ASSIGNMENT: I would like every line of the records below that contains the word "Input" copied.

= Beginning of Section =

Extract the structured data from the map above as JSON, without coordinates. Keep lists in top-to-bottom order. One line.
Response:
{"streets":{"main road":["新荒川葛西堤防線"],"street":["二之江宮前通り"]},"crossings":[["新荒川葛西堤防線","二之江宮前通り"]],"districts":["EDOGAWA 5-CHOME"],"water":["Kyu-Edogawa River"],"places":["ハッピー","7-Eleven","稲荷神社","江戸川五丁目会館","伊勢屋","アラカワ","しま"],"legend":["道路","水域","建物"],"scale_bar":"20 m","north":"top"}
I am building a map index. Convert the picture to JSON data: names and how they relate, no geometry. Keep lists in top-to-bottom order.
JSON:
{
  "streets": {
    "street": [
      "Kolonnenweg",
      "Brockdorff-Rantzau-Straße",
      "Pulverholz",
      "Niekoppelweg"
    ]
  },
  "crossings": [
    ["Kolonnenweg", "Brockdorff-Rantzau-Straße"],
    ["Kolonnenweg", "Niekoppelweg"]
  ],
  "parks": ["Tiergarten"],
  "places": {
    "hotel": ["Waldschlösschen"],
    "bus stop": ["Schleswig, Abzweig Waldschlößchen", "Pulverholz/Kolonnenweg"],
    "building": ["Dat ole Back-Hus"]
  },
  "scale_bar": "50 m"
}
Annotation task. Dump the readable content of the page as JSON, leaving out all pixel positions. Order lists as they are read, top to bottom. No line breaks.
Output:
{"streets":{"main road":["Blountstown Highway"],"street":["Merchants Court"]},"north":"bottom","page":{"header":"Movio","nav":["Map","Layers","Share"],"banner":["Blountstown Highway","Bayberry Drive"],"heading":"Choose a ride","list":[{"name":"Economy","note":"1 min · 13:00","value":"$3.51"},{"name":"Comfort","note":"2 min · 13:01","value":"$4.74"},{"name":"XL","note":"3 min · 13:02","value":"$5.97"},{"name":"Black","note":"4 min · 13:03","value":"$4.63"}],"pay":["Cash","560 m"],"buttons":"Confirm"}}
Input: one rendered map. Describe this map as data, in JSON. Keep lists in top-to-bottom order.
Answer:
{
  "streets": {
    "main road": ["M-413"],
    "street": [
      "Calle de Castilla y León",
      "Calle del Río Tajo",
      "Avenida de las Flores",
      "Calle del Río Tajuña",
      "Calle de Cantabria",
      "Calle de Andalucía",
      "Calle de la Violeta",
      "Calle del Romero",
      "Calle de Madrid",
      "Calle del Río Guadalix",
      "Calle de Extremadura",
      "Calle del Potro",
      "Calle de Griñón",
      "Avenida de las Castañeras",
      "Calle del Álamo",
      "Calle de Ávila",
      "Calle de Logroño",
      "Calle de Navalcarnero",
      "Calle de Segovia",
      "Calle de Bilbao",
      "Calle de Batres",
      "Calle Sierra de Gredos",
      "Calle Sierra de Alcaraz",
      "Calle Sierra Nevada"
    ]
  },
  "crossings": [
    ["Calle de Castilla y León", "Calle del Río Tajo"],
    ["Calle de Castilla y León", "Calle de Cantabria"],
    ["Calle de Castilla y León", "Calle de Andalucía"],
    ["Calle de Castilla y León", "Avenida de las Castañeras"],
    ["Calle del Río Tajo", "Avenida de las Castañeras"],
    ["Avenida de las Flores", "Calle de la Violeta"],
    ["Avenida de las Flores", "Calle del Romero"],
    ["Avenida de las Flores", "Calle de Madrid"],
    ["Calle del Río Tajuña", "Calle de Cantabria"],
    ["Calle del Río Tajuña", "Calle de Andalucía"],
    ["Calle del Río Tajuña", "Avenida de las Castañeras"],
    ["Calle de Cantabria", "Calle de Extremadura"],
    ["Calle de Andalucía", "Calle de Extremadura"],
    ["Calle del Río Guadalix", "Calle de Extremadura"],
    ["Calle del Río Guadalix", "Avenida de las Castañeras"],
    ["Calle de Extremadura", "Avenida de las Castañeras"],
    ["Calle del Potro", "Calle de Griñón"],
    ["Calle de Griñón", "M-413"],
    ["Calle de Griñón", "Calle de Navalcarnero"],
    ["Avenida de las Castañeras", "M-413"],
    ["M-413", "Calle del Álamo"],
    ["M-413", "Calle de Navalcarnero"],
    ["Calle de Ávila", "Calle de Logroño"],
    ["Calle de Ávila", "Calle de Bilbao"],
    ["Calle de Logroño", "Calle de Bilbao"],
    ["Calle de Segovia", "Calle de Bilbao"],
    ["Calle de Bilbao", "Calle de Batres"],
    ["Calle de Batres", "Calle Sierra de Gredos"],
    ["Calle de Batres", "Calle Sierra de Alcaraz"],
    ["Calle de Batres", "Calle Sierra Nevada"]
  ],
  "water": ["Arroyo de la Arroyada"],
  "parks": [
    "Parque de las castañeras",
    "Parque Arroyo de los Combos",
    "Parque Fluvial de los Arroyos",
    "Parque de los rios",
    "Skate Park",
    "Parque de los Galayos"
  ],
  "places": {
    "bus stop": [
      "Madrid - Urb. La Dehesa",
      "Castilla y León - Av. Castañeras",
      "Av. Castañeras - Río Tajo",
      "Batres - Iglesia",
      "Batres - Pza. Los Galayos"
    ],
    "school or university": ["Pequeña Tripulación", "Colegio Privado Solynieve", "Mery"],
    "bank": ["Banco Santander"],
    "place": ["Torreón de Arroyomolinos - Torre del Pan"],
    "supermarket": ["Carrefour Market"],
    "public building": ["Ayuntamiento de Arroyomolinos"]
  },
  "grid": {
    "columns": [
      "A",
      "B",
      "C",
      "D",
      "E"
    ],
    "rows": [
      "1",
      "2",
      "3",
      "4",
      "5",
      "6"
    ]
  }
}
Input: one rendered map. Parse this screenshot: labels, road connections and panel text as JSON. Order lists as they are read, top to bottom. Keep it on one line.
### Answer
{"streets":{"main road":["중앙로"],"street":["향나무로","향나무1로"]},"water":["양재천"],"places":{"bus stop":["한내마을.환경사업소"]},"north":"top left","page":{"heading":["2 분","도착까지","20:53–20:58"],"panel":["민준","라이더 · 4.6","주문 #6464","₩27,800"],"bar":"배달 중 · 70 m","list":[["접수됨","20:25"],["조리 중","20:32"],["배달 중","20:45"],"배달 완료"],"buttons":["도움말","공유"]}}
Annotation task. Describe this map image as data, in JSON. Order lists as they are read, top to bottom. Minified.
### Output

= End of Section =

PROBLEM SOLUTION:
Input: one rendered map. Describe this map as data, in JSON. Keep lists in top-to-bottom order.
Input: one rendered map. Parse this screenshot: labels, road connections and panel text as JSON. Order lists as they are read, top to bottom. Keep it on one line.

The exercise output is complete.